×

salute

Ecografia delle anse intestinali: una svolta non invasiva per i pazienti Mici all'Arnas Garibaldi

La nuova metodica per la diagnosi e cura della malattia di Crohn e Rettocolite ulcerosa

01 Luglio 2026, 10:49

10:51

Ecografia delle anse intestinali: una svolta non invasiva per i pazienti Mici all'Arnas Garibaldi

Le malattie infiammatorie croniche intestinali (Mici), come la malattia di Crohn e la Rettocolite ulcerosa, rappresentano condizioni sempre più conosciute e diagnosticate. Oggi il panorama terapeutico è profondamente cambiato e offre prospettive molto incoraggianti grazie ad una medicina sempre più a misura di paziente, precisa e, soprattutto, non invasiva. È questa la direzione intrapresa dal reparto di Gastroenterologia dell'Arnas Garibaldi di Catania, diretto da Domenico Catarella, dove è stata ufficialmente attivata una metodica d'eccellenza per la diagnosi e il monitoraggio delle malattie infiammatorie: l’ecografia delle anse intestinali. Si tratta di una svolta fondamentale per la qualità della vita dei pazienti che sono affetti da patologie infiammatorie croniche intestinali. Consente, infatti, di evitare, in molti casi, esami più complessi e invasivi come la colonscopia e la risonanza magnetica, contribuendo a ridurre le liste d’attesa, su cui l’azienda si sta impegnando tanto.

«L'ecografia delle anse intestinali – spiega Catarella - si presenta come un'alternativa decisamente più tollerabile per l'utente, ma non per questo meno efficace. Al contrario, si tratta di una metodica avanzata che permette a noi specialisti di intervenire in modo mirato, leggero e preciso ma soprattutto immediato». Attraverso questo esame ecografico, infatti, è possibile valutare in tempo reale lo stato delle pareti intestinali, l'estensione dell'infiammazione e la risposta alle terapie, riducendo al minimo lo stress fisico e psicologico per il paziente, che spesso è costretto a sottoporsi a controlli frequenti nel corso della vita.

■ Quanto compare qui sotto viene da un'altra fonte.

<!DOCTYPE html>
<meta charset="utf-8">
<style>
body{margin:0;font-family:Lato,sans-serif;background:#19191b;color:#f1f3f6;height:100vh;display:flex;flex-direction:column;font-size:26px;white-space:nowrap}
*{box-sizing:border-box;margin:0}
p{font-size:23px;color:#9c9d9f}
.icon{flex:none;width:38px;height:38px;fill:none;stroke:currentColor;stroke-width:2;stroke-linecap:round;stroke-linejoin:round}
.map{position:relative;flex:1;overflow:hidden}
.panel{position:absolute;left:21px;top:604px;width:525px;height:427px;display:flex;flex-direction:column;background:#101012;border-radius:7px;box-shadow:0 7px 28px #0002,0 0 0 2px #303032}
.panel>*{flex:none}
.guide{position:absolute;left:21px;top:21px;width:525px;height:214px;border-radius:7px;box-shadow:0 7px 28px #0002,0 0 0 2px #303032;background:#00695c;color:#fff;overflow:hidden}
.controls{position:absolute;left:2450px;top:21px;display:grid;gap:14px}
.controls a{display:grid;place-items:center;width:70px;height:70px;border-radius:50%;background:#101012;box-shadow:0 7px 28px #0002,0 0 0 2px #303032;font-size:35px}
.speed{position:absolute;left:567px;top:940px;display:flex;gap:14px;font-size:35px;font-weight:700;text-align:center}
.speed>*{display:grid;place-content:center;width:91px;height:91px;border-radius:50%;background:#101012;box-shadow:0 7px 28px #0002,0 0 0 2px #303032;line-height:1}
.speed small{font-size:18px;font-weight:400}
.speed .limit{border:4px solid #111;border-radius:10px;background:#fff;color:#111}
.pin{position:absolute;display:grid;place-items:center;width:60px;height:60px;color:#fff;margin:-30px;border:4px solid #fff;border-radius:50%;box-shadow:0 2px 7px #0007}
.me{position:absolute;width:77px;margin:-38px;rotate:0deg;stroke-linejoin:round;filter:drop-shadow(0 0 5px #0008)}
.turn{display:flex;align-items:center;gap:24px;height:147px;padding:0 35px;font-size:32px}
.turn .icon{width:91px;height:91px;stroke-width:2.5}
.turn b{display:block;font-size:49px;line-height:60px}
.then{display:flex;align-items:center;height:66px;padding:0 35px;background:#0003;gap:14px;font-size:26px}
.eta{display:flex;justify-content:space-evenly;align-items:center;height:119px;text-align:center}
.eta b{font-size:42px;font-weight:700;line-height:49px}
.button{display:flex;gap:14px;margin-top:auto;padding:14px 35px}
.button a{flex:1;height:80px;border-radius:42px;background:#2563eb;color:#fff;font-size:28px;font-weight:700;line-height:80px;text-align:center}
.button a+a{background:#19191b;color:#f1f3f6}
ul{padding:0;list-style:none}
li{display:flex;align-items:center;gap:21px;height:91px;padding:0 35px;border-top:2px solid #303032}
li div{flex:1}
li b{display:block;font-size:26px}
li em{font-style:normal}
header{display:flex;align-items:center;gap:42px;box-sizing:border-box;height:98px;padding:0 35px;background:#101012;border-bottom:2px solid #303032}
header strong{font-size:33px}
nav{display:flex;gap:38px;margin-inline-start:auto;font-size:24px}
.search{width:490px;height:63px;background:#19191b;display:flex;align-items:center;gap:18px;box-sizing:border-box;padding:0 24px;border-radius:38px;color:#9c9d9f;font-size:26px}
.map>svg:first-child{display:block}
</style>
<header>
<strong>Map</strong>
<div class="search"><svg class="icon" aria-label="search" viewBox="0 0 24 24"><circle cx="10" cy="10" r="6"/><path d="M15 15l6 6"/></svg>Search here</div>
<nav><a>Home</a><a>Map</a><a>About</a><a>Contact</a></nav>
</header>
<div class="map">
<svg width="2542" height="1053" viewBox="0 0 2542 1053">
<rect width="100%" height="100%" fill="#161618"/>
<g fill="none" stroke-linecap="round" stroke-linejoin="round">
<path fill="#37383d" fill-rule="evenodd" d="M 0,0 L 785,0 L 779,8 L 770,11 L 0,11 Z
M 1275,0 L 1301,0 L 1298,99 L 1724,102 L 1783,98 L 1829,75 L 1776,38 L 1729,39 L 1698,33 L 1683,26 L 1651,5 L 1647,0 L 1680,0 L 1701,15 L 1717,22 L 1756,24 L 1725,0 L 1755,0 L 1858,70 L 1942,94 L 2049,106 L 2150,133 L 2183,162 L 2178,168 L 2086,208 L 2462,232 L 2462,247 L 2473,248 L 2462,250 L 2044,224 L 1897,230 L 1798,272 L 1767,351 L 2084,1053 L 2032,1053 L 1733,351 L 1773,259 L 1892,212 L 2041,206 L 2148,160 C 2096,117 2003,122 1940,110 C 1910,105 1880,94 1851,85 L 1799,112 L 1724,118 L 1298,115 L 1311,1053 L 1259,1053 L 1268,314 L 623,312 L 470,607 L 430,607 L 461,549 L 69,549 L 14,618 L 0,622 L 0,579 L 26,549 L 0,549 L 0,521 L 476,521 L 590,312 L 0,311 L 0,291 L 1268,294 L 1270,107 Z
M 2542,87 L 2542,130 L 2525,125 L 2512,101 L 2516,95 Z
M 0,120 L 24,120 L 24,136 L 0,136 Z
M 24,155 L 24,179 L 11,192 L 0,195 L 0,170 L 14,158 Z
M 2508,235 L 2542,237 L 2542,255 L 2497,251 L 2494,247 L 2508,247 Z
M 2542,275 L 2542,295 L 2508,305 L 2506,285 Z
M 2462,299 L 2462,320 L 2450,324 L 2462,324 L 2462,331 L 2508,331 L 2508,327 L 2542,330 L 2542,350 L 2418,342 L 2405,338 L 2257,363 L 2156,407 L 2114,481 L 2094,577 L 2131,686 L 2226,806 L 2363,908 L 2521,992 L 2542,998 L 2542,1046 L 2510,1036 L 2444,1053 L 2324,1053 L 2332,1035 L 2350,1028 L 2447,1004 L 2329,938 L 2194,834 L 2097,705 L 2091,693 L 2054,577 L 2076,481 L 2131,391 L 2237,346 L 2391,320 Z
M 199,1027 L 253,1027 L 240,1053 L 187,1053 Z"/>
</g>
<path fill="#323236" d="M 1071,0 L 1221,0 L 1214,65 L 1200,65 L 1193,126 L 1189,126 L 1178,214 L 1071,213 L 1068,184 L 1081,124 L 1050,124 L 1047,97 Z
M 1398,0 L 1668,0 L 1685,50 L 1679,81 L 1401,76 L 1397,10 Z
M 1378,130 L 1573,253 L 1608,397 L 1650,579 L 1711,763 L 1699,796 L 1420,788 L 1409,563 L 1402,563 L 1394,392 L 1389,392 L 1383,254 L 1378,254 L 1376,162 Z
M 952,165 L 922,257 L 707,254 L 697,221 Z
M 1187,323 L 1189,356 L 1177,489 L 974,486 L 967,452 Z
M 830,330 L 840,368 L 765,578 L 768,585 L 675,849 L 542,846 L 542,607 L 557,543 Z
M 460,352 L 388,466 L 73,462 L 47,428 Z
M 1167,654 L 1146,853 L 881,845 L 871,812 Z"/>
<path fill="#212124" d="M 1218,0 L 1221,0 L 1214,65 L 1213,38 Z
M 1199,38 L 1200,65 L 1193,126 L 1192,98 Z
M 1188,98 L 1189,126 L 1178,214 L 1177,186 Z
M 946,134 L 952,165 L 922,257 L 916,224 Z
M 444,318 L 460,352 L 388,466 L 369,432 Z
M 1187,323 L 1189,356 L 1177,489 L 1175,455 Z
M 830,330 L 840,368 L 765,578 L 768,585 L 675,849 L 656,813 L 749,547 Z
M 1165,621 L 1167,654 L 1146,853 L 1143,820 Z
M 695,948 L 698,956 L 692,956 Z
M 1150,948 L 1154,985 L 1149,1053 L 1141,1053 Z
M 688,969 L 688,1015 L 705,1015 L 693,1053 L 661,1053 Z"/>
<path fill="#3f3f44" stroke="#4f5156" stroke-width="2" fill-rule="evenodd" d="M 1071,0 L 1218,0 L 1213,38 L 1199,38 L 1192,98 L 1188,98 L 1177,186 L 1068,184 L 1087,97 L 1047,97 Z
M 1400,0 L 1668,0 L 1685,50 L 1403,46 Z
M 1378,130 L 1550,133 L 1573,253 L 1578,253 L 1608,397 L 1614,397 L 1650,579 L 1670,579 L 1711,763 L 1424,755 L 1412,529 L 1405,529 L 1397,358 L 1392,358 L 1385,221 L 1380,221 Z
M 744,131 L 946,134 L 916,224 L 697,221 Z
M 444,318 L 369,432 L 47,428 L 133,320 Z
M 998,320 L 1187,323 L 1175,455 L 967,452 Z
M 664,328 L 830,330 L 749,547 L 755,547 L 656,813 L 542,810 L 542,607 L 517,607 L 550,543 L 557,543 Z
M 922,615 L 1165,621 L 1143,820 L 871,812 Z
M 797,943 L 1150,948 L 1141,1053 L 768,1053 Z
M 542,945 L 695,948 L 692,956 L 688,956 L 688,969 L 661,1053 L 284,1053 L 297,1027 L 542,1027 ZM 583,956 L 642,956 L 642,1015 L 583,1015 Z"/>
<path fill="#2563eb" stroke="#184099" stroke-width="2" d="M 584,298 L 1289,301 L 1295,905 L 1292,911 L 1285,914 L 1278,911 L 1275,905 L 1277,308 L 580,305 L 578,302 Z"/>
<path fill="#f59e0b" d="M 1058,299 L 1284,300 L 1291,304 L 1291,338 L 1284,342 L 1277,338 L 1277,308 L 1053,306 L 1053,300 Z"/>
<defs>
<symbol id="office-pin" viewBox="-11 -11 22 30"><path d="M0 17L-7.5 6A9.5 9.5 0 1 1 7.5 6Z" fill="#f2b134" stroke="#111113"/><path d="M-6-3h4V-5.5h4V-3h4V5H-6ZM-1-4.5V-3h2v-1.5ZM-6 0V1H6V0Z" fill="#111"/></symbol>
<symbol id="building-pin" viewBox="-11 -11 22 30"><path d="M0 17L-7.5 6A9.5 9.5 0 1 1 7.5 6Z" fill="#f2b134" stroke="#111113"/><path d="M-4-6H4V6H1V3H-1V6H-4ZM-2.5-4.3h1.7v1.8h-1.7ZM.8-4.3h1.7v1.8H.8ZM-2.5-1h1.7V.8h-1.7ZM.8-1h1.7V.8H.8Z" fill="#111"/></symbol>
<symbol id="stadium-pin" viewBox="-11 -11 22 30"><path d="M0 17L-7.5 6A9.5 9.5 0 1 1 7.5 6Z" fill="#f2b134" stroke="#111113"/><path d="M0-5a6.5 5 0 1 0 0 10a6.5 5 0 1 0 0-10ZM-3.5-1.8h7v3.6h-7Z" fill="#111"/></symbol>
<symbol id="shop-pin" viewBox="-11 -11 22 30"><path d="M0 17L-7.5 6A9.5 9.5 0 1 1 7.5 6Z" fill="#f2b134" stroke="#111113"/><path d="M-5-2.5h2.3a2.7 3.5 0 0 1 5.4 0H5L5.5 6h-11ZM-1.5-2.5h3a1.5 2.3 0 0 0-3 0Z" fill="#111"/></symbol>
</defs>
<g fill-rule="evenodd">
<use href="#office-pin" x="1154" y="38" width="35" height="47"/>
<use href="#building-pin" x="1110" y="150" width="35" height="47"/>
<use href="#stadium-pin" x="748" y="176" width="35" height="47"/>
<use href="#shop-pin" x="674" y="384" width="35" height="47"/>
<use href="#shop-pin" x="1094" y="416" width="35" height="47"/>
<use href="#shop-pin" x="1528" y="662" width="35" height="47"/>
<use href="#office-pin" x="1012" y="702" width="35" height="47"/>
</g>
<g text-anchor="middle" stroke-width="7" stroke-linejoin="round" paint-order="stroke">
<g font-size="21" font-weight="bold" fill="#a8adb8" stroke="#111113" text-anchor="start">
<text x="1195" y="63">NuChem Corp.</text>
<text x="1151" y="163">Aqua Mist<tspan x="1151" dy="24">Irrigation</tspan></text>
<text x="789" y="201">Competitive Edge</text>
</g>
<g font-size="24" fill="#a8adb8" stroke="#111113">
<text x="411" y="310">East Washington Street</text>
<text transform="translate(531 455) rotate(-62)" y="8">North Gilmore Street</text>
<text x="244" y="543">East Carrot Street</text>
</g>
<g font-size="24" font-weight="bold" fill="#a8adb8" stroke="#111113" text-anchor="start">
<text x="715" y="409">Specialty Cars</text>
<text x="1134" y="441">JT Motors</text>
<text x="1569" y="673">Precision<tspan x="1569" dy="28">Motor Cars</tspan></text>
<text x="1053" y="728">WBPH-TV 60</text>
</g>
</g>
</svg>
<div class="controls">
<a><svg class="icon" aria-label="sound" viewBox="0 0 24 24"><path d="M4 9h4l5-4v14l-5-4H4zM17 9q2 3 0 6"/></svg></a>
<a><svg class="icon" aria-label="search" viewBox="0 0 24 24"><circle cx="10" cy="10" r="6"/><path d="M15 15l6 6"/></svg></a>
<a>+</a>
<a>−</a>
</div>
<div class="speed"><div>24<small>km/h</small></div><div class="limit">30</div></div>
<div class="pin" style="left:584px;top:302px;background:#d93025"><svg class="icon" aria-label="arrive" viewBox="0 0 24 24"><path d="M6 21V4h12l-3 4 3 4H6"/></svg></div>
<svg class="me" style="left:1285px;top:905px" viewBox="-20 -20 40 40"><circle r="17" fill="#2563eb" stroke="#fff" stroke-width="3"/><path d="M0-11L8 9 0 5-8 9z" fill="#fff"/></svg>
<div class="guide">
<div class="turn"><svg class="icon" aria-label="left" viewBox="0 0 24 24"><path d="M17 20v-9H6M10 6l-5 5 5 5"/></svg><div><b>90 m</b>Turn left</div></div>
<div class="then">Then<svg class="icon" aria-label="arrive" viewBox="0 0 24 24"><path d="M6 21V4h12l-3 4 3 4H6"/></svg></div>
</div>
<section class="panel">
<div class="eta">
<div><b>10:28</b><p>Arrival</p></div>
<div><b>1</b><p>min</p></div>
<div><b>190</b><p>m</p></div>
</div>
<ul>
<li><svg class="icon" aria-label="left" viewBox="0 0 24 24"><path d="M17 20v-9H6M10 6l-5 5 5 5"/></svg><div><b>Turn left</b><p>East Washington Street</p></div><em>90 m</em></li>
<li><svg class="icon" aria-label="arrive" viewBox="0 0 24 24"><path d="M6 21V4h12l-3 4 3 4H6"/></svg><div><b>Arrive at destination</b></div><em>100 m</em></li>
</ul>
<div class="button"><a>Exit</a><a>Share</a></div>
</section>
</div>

L'attivazione di questo nuovo servizio è merito di una collaborazione nata, all’interno della rete siciliana Mici, grazie alla disponibilità e voglia di fare gruppo di Walter Fries, direttore del reparto di Malattie Intestinali Croniche del Policlinico Universitario di Messina. Si tratta di una importante sinergia tra due eccellenze sanitarie siciliane. Ad occuparsi della formazione del personale medico del Garibaldi sarà Giuseppe Costantino, affermato professionista dell'ateneo messinese. Gli incontri formativi si terranno nel reparto di gastroenterologia del Garibaldi di Nesima, che dispone delle strumentazioni tecnologiche di ultima generazione necessarie per rendere operativa e performante la metodica. «La sinergia tra l'Arnas Garibaldi e il Policlinico di Messina – spiega il direttore generale dell’Arnas Garibaldi, Giuseppe Giammanco - mette in primo piano il valore della rete assistenziale siciliana: collaborare tra strutture permette di condividere il know-how scientifico e di far fare un salto di qualità all'offerta sanitaria regionale». Per gli utenti del territorio si traduce in un servizio “sotto casa”: non saranno più costretti a lunghi viaggi o a liste d'attesa per sottoporsi a esami di secondo livello, trovando nel reparto diretto da Domenico Catarella un punto di riferimento completo, moderno e attento al benessere della persona.